Caio, cozinheiro no turno da noite num delivery, saiu direto do trabalho para tentar obter uma das senhas. Ele pegou uma pena de sete anos e nove meses por assalto e esperava conseguir assinar sua condicional.

Tiago, 34, chegou às 15h de quarta-feira (20) no fórum, pois alguém lhe informou que existiria uma lista em ordem alfabética para atendimento. Só na hora descobriu que era preciso uma senha. Ele não tinha.

Vindo da Cachoeirinha, na zona norte da cidade, diz que demorou 1h40 de ônibus para chegar à Barra Funda para assinar seus papéis — ele foi condenado a sete anos por tráfico internacional de drogas. Levou papelão para se sentar e cobertas. Decidiu então virar a noite para tentar o atendimento na manhã de quinta. "Imagina que estou há 18 horas aqui para conseguir pegar um dos primeiros lugares da fila", afirma.

Fila no Fórum Criminal Barra Funda - Gsé Silva/UOL - Gsé Silva/UOL
'As pessoas não sabem o que vão passar aqui nessa espera', diz Anna, que levo cadeira e cooler para a fila
Imagem: Gsé Silva/UOL

'É uma situação desumana'

Segundo a Lei de Execução Penal, o benefício do "livramento condicional" requer que o indivíduo liberado tenha trabalho legal, comunique periodicamente a ocupação ao juiz e não mude de comarca sem prévia autorização.

Nos últimos três meses, a fila em frente ao fórum se fez notar na vizinhança e alterou a rotina de moradores e comerciantes.

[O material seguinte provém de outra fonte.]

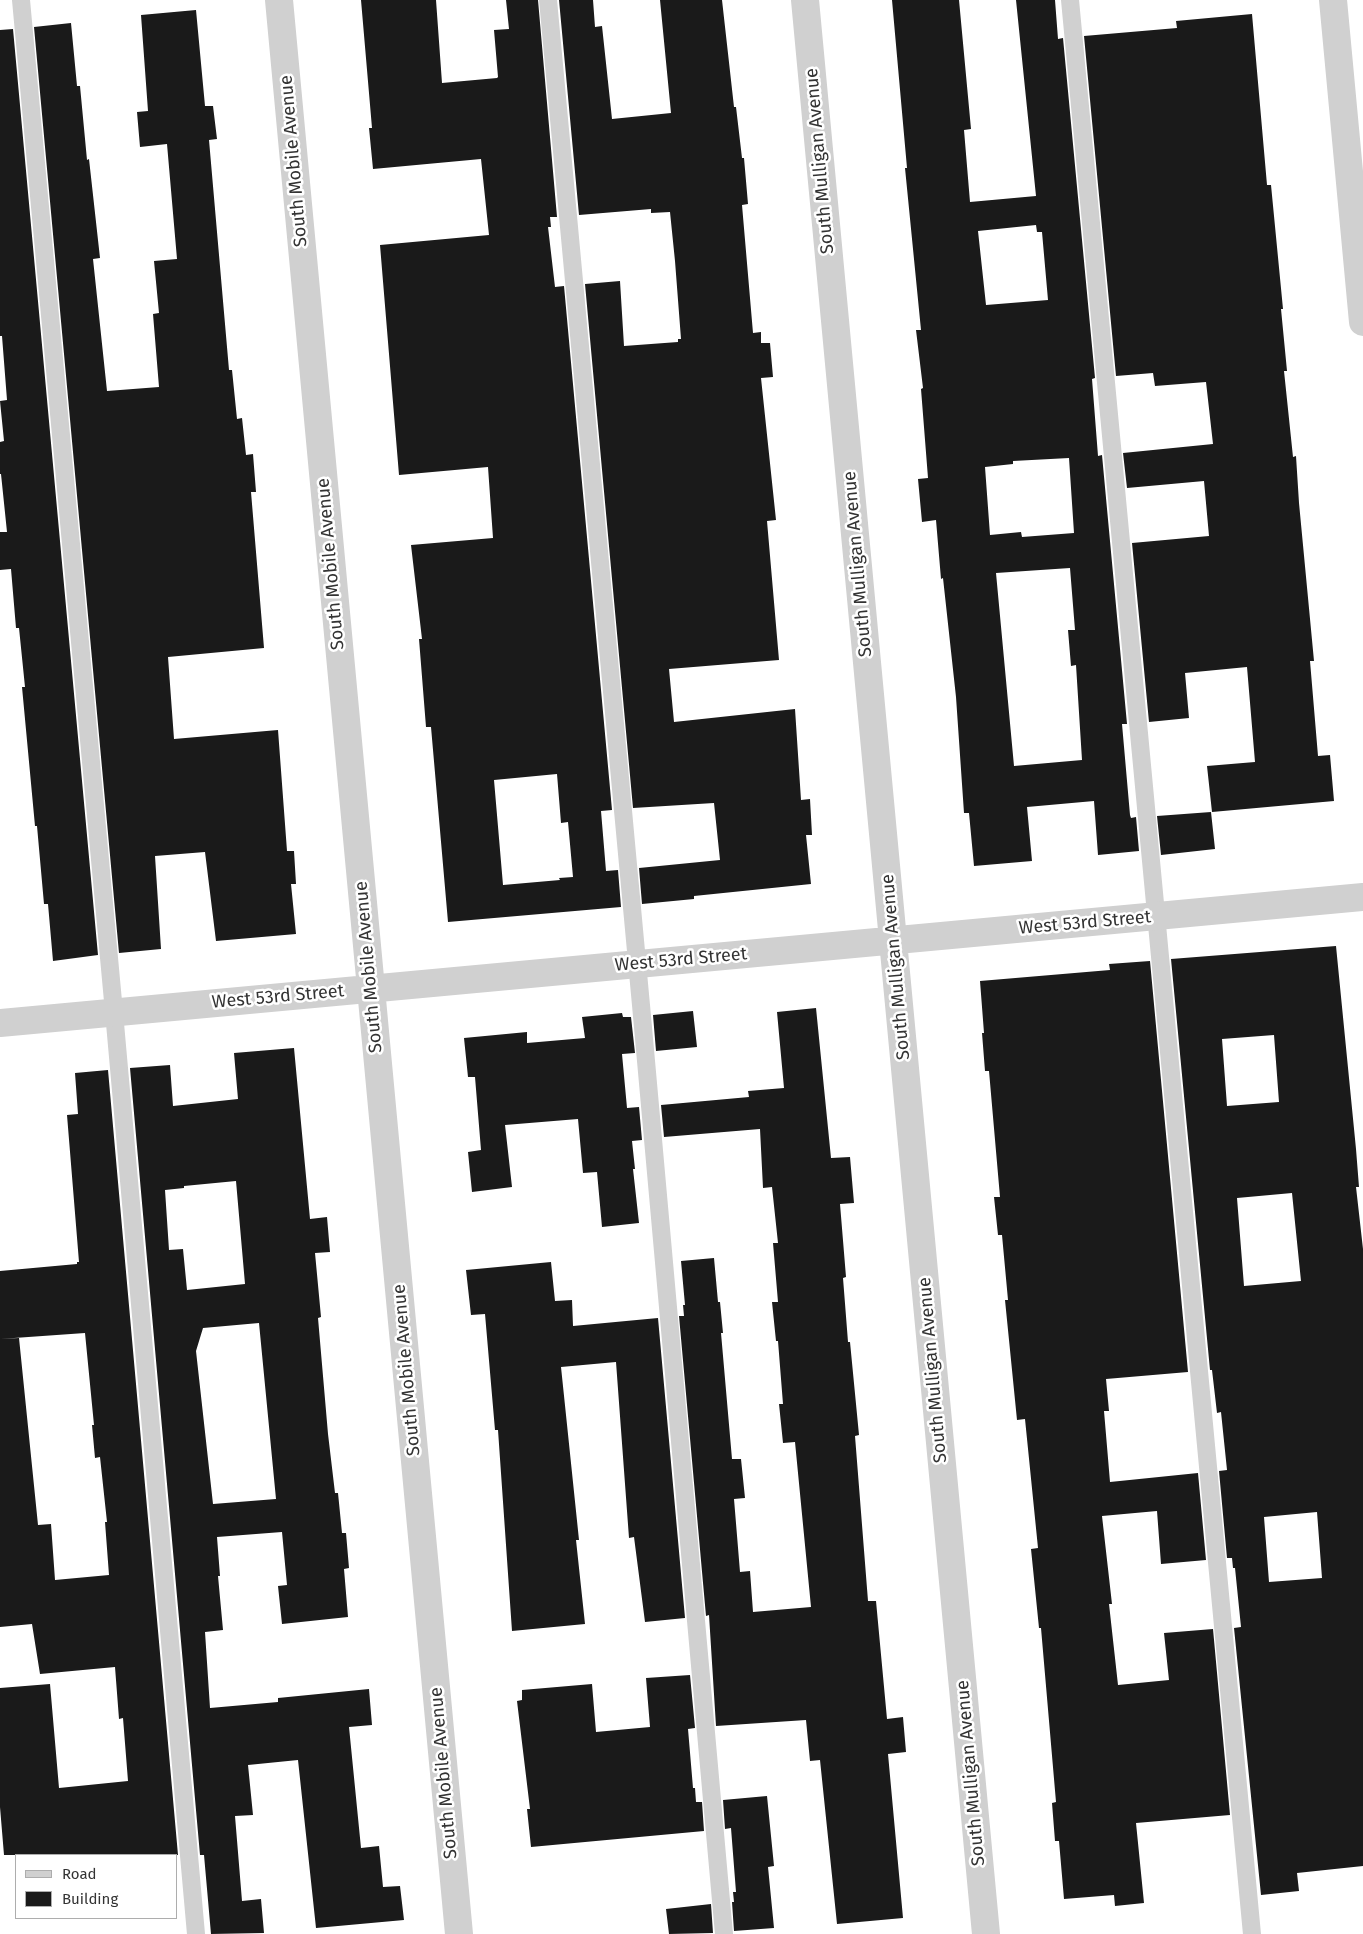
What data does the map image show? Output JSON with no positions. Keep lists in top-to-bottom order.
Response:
{
  "streets": {
    "street": ["South Mobile Avenue", "South Mulligan Avenue", "West 53rd Street"]
  },
  "crossings": [
    ["South Mobile Avenue", "West 53rd Street"],
    ["South Mulligan Avenue", "West 53rd Street"]
  ],
  "legend": ["Road", "Building"]
}
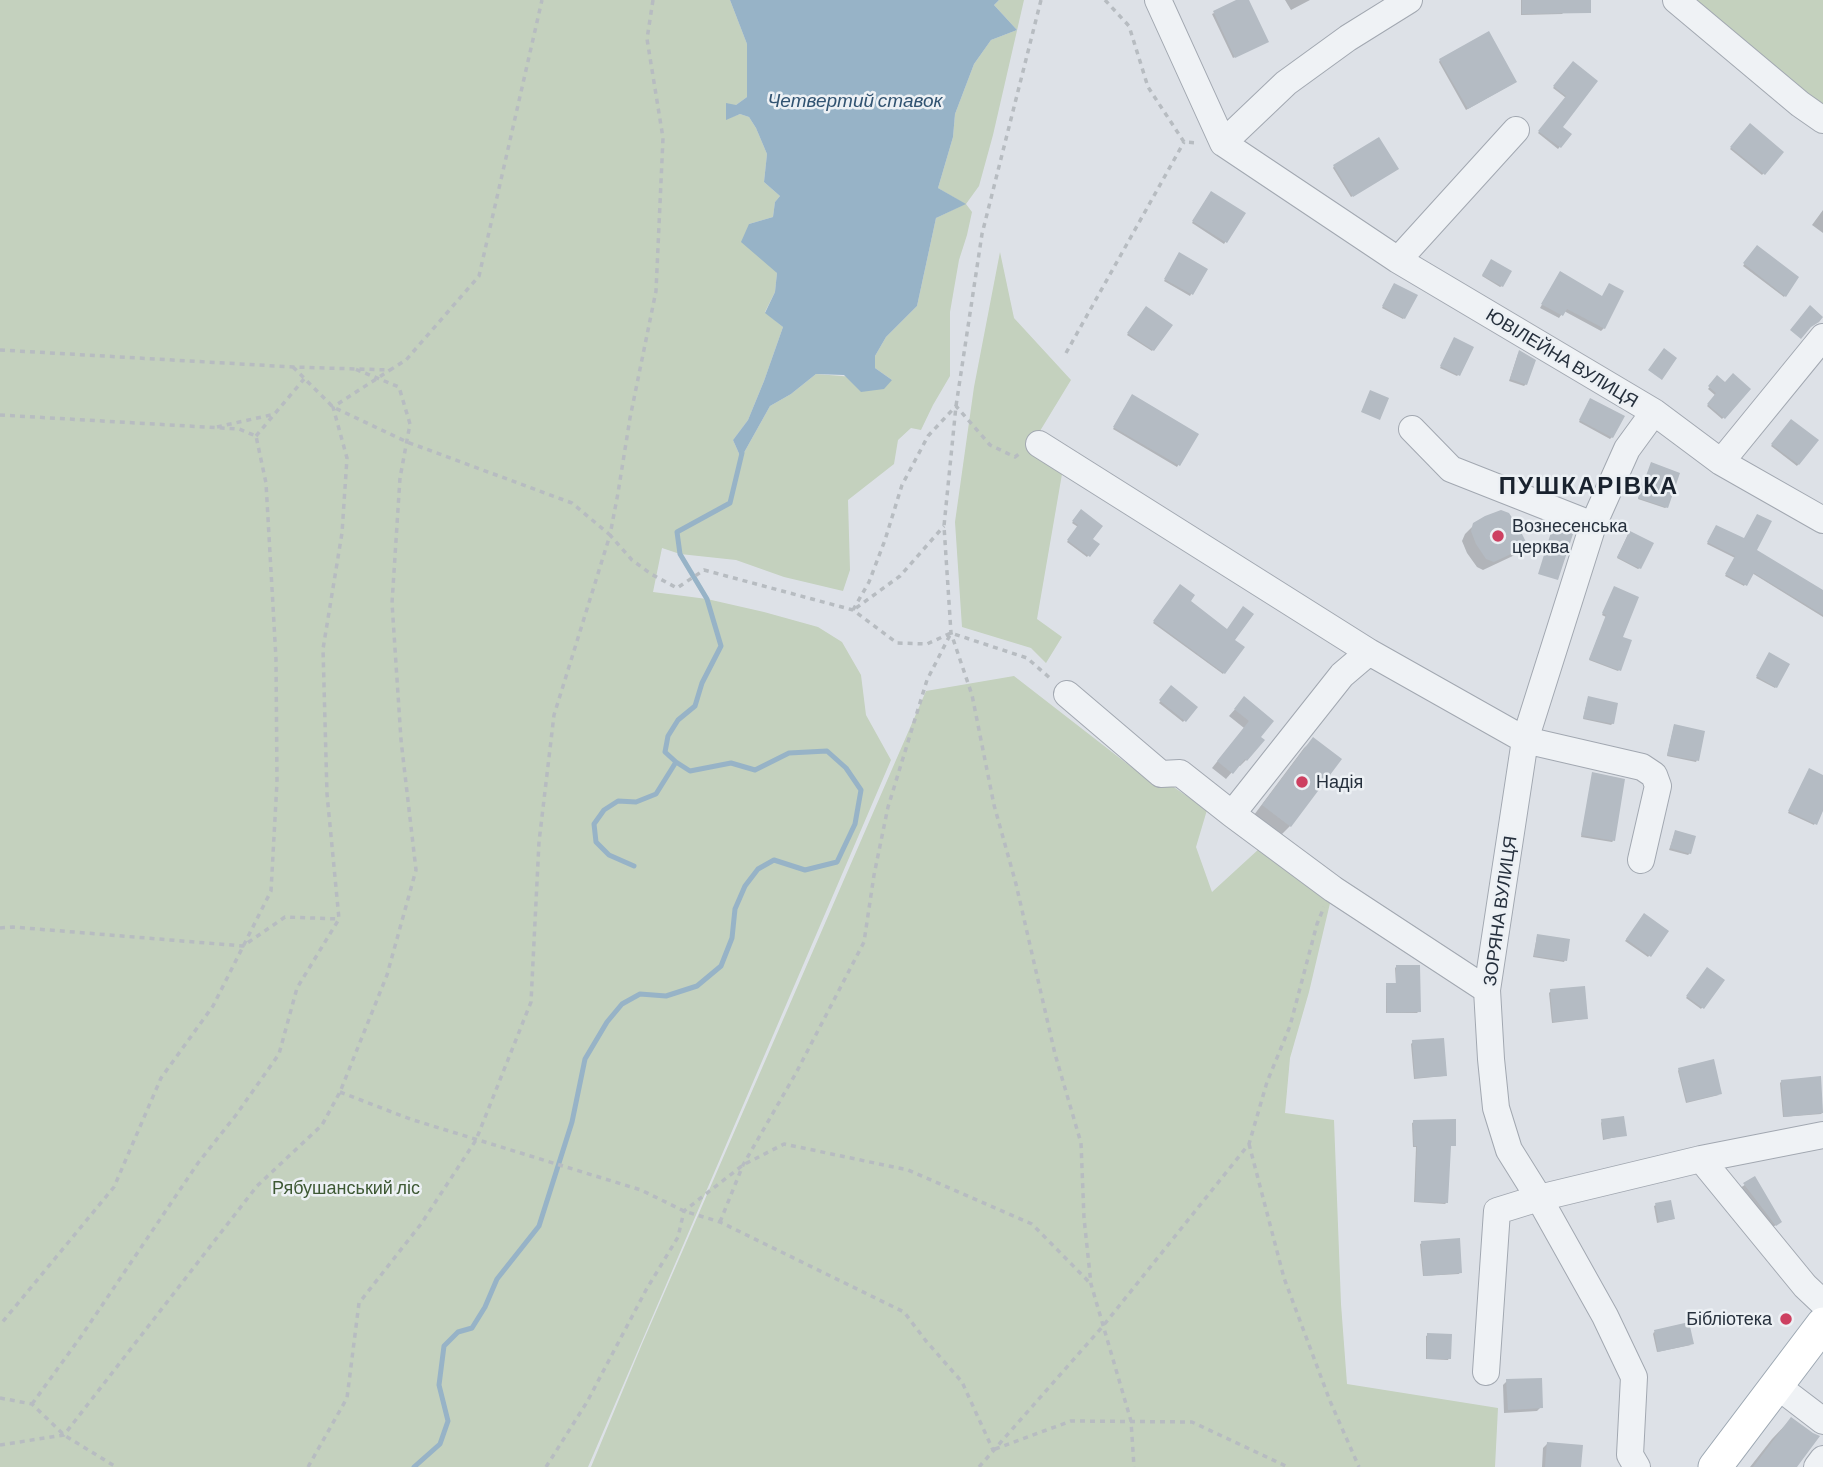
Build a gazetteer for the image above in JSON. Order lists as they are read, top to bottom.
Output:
{
  "streets": {
    "street": ["ЮВІЛЕЙНА ВУЛИЦЯ", "ЗОРЯНА ВУЛИЦЯ"]
  },
  "crossings": [
    ["ЮВІЛЕЙНА ВУЛИЦЯ", "ЗОРЯНА ВУЛИЦЯ"]
  ],
  "districts": ["ПУШКАРІВКА"],
  "water": ["Четвертий ставок"],
  "parks": ["Рябушанський ліс"],
  "places": ["Вознесенська церква", "Надія", "Бібліотека"]
}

Com o espaço restrito da calçada, muitas das pessoas que procuram atendimento no fórum ocupam a rua José Gomes Falcão, uma região de fluxo intenso devido à presença de outras instituições nas cercanias, como o Fórum Trabalhista, na avenida Marquês de São Vicente.

A fila ocupa boa parte do quarteirão e virou motivo de reclamações dos moradores de um condomínio de alto padrão nos arredores.

"Está muito complicado. Eles não cabem na calçada. Não existe lixeira para jogarem o lixo, assim como não tem banheiro, e eles acabam fazendo as necessidades no chão. Sem falar dos ambulantes que ficam dos dois lados da rua", diz Gustavo, morador do condomínio.

Fila no Fórum Criminal Barra Funda - Gsé Silva/UOL - Gsé Silva/UOL
Rua José Gomes Falcão é tomada por pessoas da fila de espera do fórum da Barra Funda
Imagem: Gsé Silva/UOL

Ele conta que precisou mudar o trajeto de passeio com os cachorros devido ao pouco espaço que restou na região. "Preciso andar na ciclofaixa."

Fabiano, síndico do condomínio, afirma que advogados moradores do prédio estão elaborando um ofício para encaminhar nos próximos dias ao Fórum Criminal, reivindicando que seja alterada a forma de atendimento "aos usuários, trazendo segurança e higiene à via pública".

"O problema é que o pessoal da fila não tem assistência, não tem banheiros", diz. "Eles chegam à noite ou de madrugada para serem atendidos [no dia seguinte]. É uma situação desumana. O problema não são as pessoas que estão fazendo aglomerações, mas a morosidade no atendimento do fórum."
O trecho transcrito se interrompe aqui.